The Kubernetes Crossplane CVE- 2023-27483

Introduction

CVE-2023-27483 has just been released, affecting users of crossplane-runtime libraries in a Kubernetes cluster. In this blog you will learn how to find out if you are affected, possible mitigations, and how KSOC can help. In general, you can protect yourself against exploitation of this CVE with the patched versions of crossplane-runtime that are available. We recommend considering a version upgrade before implementing other mitigation techniques.

What is it

Crossplane is a set of Golang libraries which allows developers to build a Kubernetes control plane that crosses multiple cloud service providers.  CVE-2023-27483 is a High rated vulnerability scoring a 7.5 on the CVSS scale. Affected versions of Crossplane which use the ‘Paved’ type’s ‘SetValue’ method with user provided input have the potential to consume excessive amounts of memory unless there has been an added input validation check. A remote authenticated attacker can craft a special request using that method in order to cause a denial of service. Ada Logics, sponsored by the CNCF, were able to perform fuzz testing to prove the exploit as mentioned here.

Mitigation

To fix the issue, the remediated package versions have added the required input validation into the Crossplane package. For customers using vulnerable crossplane packages who cannot upgrade, we suggest to build input validation on the path before passing it to ‘SetValue’. As the paths’ index is capped at max uint32, KSOC recommends that the input validation would at a minimum constrain the index size to be below 4294967295.
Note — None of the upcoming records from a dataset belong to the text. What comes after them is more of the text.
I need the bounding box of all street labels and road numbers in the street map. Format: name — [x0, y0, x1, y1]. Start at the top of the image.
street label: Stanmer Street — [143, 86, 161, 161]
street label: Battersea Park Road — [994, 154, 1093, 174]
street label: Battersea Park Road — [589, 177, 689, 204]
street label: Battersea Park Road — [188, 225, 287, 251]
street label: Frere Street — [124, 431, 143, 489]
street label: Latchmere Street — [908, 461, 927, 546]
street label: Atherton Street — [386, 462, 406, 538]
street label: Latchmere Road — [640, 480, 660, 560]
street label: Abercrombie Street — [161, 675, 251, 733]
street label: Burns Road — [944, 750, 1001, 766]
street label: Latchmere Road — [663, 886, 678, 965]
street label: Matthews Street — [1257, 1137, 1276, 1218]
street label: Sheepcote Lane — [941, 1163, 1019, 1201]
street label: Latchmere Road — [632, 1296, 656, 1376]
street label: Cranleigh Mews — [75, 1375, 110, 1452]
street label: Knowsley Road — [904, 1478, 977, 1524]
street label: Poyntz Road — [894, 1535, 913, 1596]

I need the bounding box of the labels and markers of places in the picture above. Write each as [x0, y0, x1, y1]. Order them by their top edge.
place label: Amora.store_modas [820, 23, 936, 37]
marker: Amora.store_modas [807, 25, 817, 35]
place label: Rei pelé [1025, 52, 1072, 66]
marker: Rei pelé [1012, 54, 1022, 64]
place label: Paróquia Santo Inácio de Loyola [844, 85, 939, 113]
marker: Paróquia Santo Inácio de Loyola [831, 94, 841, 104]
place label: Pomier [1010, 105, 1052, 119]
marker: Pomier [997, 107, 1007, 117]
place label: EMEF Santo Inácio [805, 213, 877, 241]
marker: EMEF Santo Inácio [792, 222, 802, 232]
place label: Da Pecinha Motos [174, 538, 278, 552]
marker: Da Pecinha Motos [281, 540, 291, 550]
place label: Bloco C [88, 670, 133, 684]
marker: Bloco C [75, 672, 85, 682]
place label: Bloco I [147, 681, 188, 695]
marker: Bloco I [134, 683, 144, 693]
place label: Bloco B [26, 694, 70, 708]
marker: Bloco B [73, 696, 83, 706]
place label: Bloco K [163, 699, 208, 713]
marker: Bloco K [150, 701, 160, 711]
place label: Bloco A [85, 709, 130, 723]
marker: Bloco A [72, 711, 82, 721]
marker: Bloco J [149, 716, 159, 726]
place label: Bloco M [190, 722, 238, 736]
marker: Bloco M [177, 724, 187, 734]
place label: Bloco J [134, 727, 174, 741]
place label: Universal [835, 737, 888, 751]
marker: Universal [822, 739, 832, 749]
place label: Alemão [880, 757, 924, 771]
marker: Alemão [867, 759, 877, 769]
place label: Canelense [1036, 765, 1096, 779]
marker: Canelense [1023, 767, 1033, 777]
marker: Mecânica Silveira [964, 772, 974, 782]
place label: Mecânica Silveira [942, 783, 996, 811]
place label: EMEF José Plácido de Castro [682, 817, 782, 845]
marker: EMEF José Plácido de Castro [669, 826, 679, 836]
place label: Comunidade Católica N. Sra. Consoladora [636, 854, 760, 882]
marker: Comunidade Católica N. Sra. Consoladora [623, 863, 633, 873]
Detecting Exploitation attempts

Some WAF tools may have the ability to highlight HTTP requests which contain the DoS payload. In order to exploit the vulnerability, an attacker would need to be authenticated to the control plane and send a payload which contains: ‘Paved’ type to the ‘FieldPath’ package where the message exceeds the size of uint32. Customers who cannot upgrade Crossplane should consider working with their WAF vendor to create a custom rule that works for their environment.

How can I tell if I am affected?

The affected versions of Crossplane are <0.16.1, >= 0.17.0, and <0.19.2. This has been patched in 0.19.2 and 0.16.1. Image scanning tools which output a SBOM should list the crossplane package version running in the control plane images. Not all vulnerability databases are updated at the same frequency, so referencing the SBOM package version of crossplane will quickly identify if there is an affected version running in your cluster.

How can KSOC help?

KSOC can help detect and find vulnerable versions of Crossplane deployed across your clusters. While most image or IaC scanning capabilities will only be able to detect the presence of the vulnerable packages, KSOC can detect whether the vulnerable packages are actually deployed, whether via image scanning or creation of a SBOM. That is the advantage of our real-time, event-driven Kubernetes Security and Posture Management (KSPM) platform.

See what real-time looks like in the Kubernetes platform with this on-demand 20 minute demo.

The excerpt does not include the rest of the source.